Nye County Republican Party Central Committee Chairman Fely Quitevis said she is planning to file a complaint with the state Republican Party over alternate delegates who weren’t seated at the convention.
Party officials looked for possible alternates living in precincts that didn’t have delegates at the convention, Quitevis said. In the Winery precinct, nine delegates were elected at the Republican caucus but none were in attendance Saturday, she said.
Nevada Revised Statutes require the Republican Party Central Committee to appoint a delegate if there is a vacancy, but convention organizers refused to seat them, Quitevis said.
Out of 243 delegates only 155 were seated, she said.
Quitevis said she left the convention early out of fear — many of the party faithful were packing pistols. She said she also left after Pahrump resident Andy Alberti, a candidate for Nye County commissioner, was named convention chairman.
Quitevis said she had received a death threat on her voice mail telling her to go to a foreign country or the callers would make her life miserable –she suspected the caller was in the audience.
Speaking of the audience, Quitevis said, “They were rowdy, unruly and they harassed some of the delegates.”
Quitevis said a Filipino in attendance was asked for her driver’s license.
“I’m beginning to believe they are racist. They are after me because I’m a Filipino,” she said.
If there was a violation of the law, NRS 293.137, Quitevis said the convention will be null and void. She pledged to get letters from people who were harassed at the convention.
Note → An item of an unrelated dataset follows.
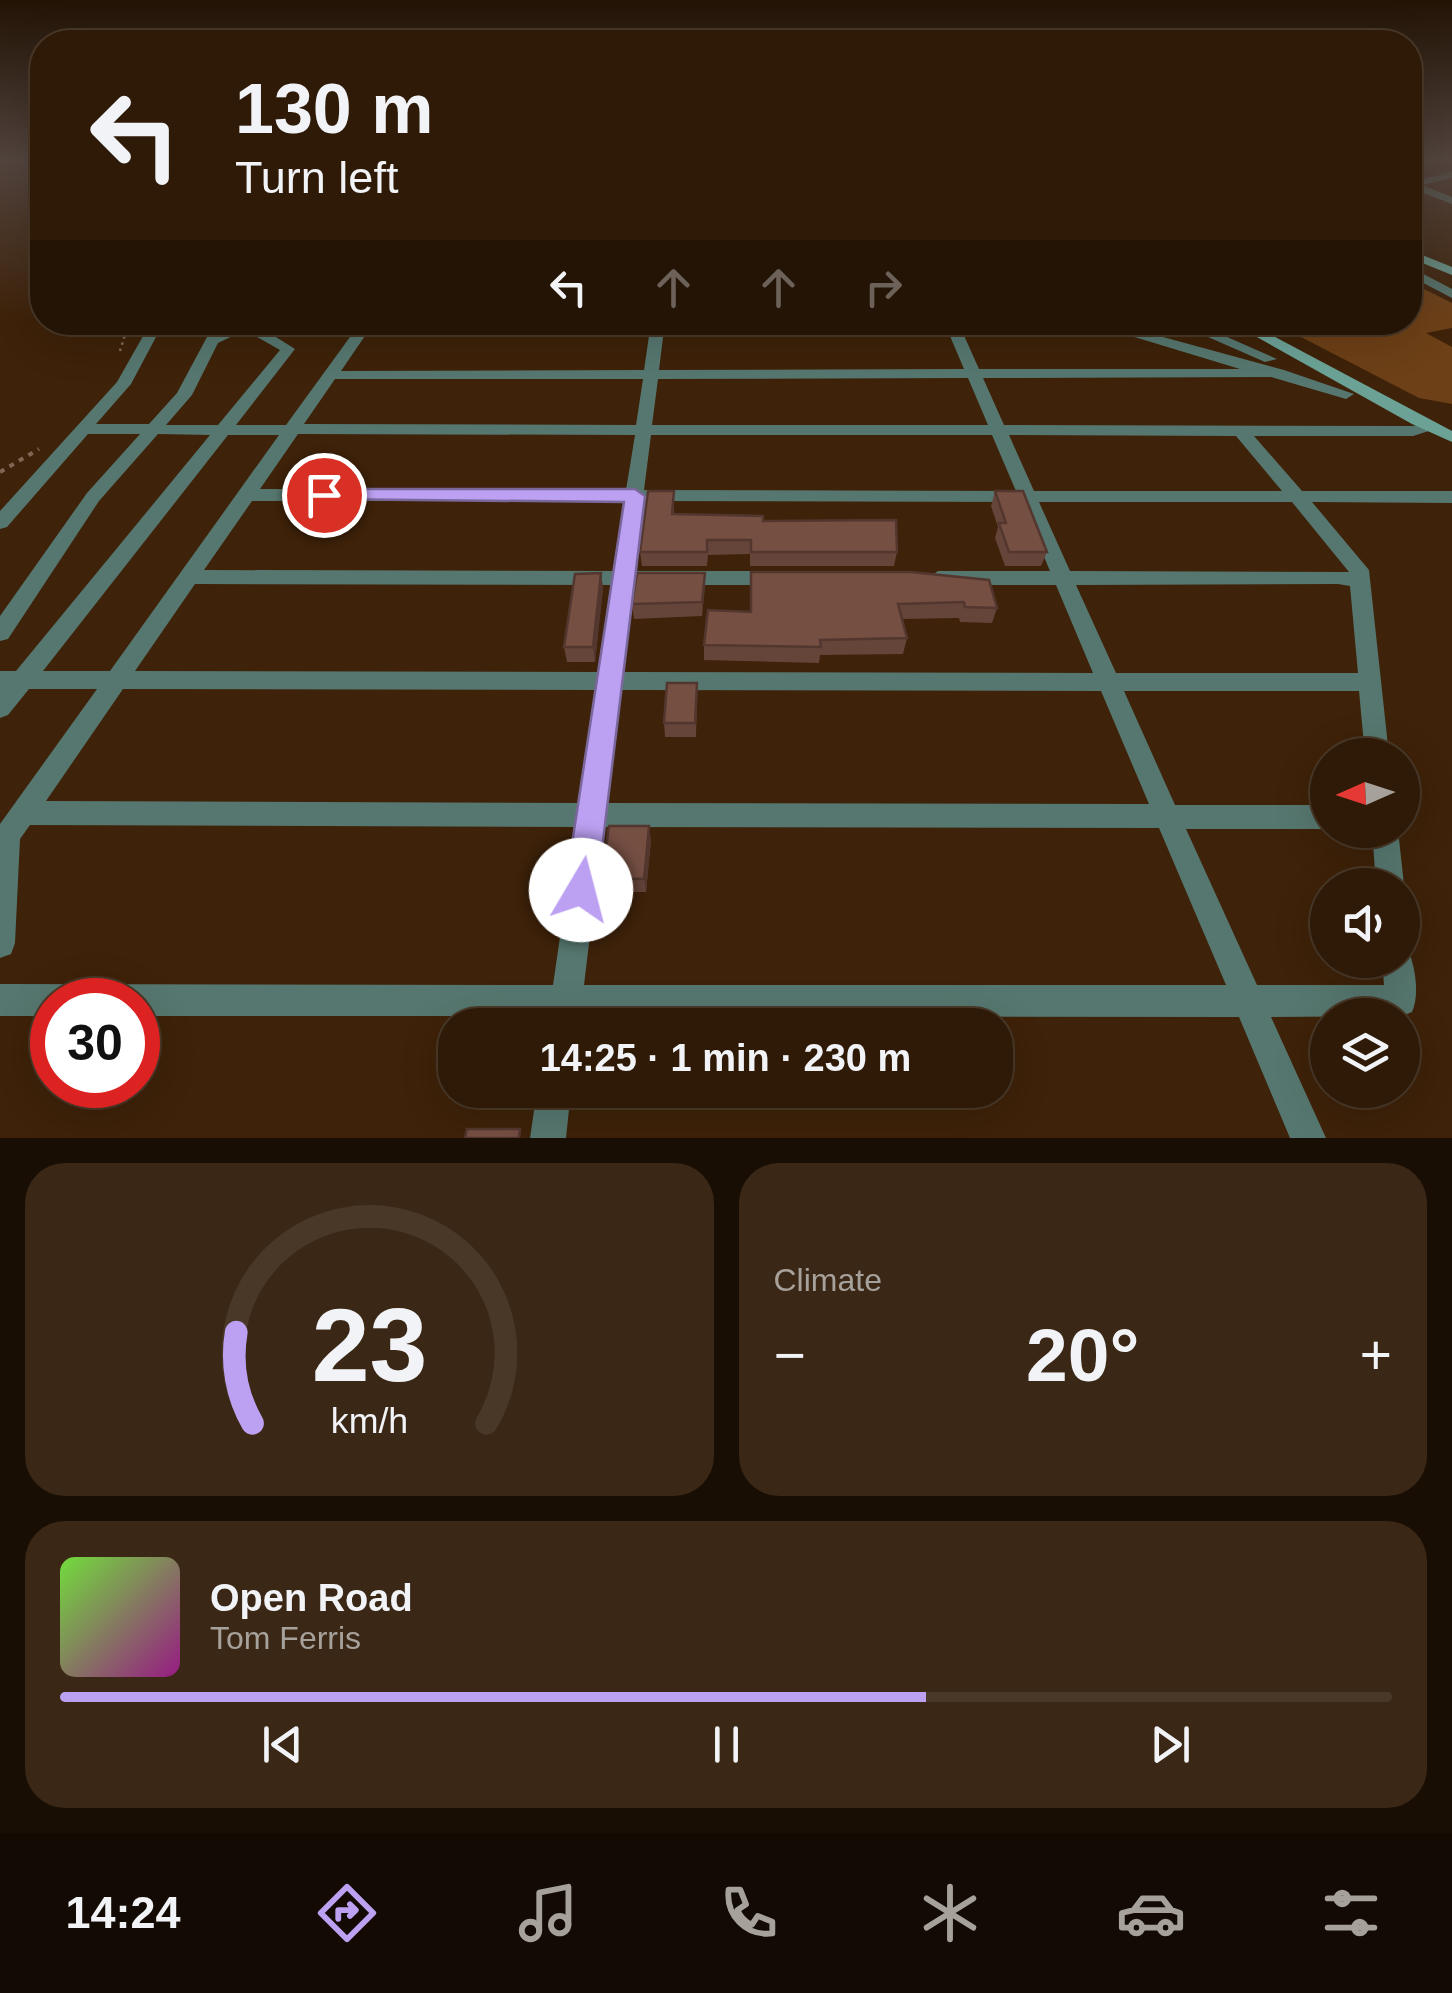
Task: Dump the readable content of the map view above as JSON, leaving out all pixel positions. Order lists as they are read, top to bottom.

Despite the rowdiness, several office seekers were allowed to briefly lay out their ideas. Candidates were told to limit their remarks to five minutes. So the half-dozen or so candidates could do little more than introduce themselves and give a general overview of their platform.
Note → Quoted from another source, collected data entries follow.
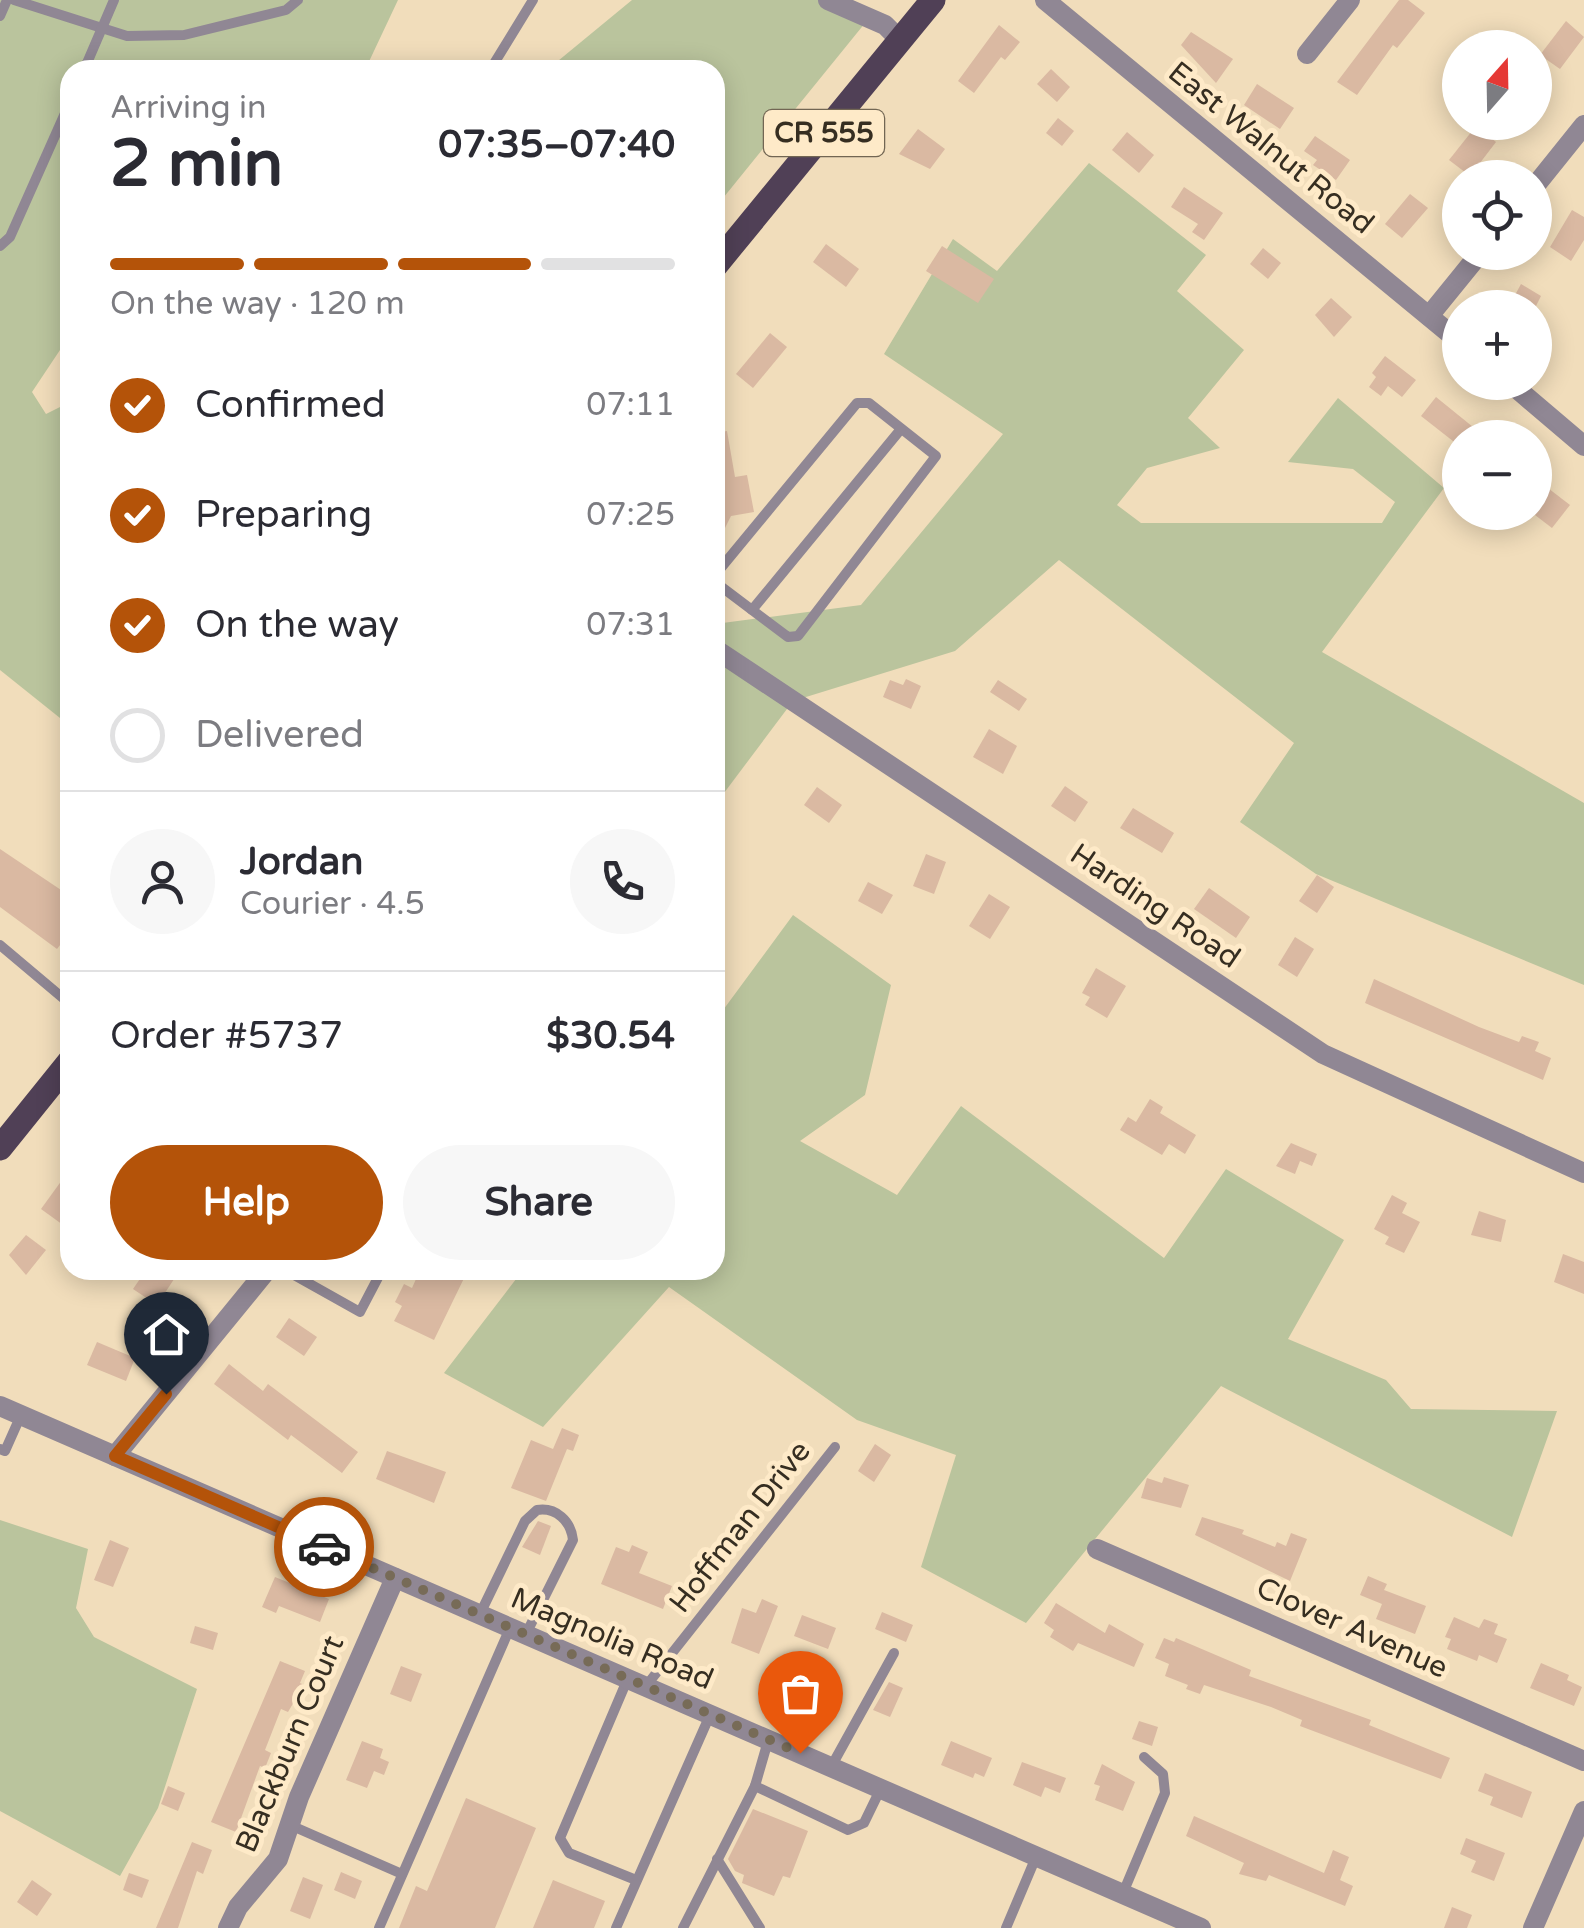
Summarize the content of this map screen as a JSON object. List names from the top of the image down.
{
  "streets": {
    "main road": ["CR 555"],
    "street": [
      "East Walnut Road",
      "Harding Road",
      "Clover Avenue",
      "Magnolia Road",
      "Blackburn Court"
    ],
    "lane": ["Hoffman Drive"]
  },
  "crossings": [
    ["Hoffman Drive", "Magnolia Road"],
    ["Magnolia Road", "Blackburn Court"]
  ],
  "north": "top",
  "page": {
    "map_buttons": ["+", "−"],
    "heading": ["2 min", "Arriving in", "07:35–07:40"],
    "panel": [
      "Jordan",
      "Courier · 4.5",
      "Order #5737",
      "$30.54"
    ],
    "bar": "On the way · 120 m",
    "list": [
      ["Confirmed", "07:11"],
      ["Preparing", "07:25"],
      ["On the way", "07:31"],
      "Delivered"
    ],
    "buttons": ["Help", "Share"]
  }
}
And because they were only given time to speak during the convention’s lunch recess, they were speaking to only a small percentage of the delegates, alternates and observers who packed the room during the morning session.
Four candidates for the GOP nod in the U. S. Congressional District Four race made presentations.
Barbara Cegavske has served in the Nevada Senate since 2003, was an assemblyman from 1997-2001 and lists her occupation as a consultant.
She said it is imperative that Republicans win the seat and blasted the only Democrat in the race saying, “You don’t want Horsford.” She said the nine GOP candidates are “all in the race for the right reason” and the party must support its primary winner.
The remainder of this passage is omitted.